Statistic | Function |
Sum | sum(x) |
Mean | mean(x) |
Median | median(x) |
Largest | max(x) |
Smallest | min(x) |
Standard Deviation | sd(x) |
Variance | var(x) |
Number of elements | length(x) |
Some functions produce more than one result. The quantile() function for example:
> data1 [1] 3 5 7 5 3 2 6 8 5 6 9 > quantile(data1) 0% 25% 50% 75% 100% 2.0 4.0 5.0 6.5 9.0
The functions operate over a one-dimensional object (called a vector in R-speak). If your data are a column of a larger dataset then you’ll need to use attach() or the $ so that R can “find” your data.
> mf Length Speed Algae NO3 BOD 1 20 12 40 2.25 200 2 21 14 45 2.15 180 3 22 12 45 1.75 135 4 23 16 80 1.95 120 > mean(Speed) Error in mean(Speed) : object ‘Speed’ not found > mean(mf$Speed) [1] 15.8 > attach(mf) > quantile(Algae) 0% 25% 50% 75% 100% 25 40 65 75 85 > detach(mf)
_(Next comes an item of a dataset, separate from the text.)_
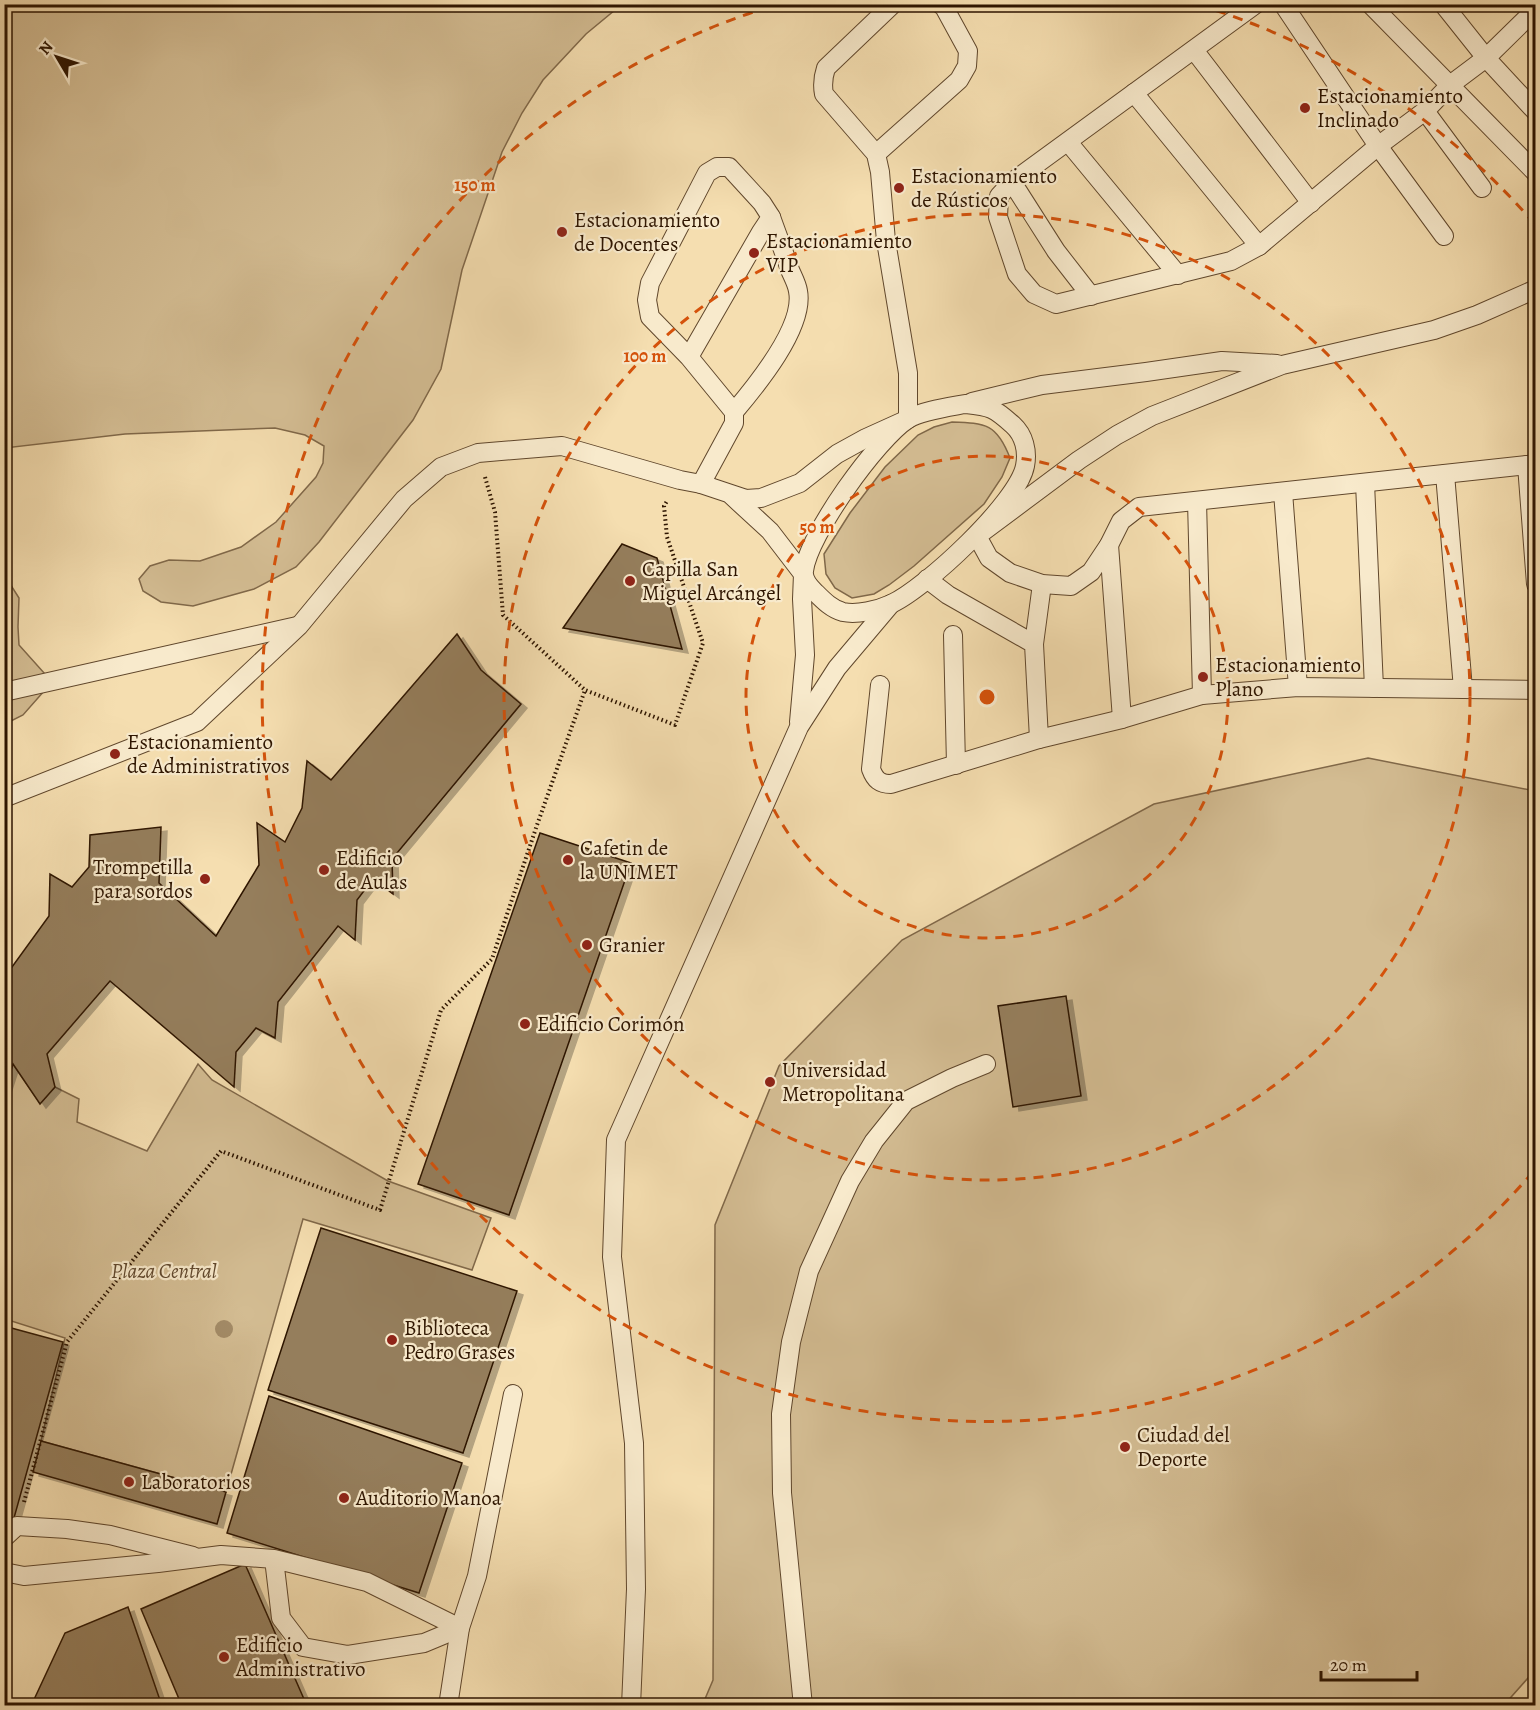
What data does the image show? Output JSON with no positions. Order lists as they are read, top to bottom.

If your data contain NA elements, the result may show as NA. You can overcome this in many (but not all) commands by adding na.rm = TRUE as a parameter.
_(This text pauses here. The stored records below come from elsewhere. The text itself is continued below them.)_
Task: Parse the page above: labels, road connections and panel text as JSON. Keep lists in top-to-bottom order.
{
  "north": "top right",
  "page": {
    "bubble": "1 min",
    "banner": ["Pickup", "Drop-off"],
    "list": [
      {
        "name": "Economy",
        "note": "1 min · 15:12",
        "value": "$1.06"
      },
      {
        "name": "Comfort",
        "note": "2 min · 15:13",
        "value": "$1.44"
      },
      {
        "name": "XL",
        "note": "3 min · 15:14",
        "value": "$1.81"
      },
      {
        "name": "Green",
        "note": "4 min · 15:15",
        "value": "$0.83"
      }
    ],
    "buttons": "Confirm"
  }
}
> nad [1] NA 3 5 7 5 3 2 6 8 5 6 9 NA NA > mean(nad) [1] NA > mean(nad, na.rm = TRUE) [1] 5.363636
T-test
Student’s t-test is a classic method for comparing mean values of two samples that are normally distributed (i.e. they have a Gaussian distribution). Such samples are described as being parametric and the t-test is a parametric test. In R the t.test() command will carry out several versions of the t-test.
t.test(x, y, alternative, mu, paired, var.equal, …)
- x – a numeric sample.
- y – a second numeric sample (if this is missing the command carries out a 1-sample test).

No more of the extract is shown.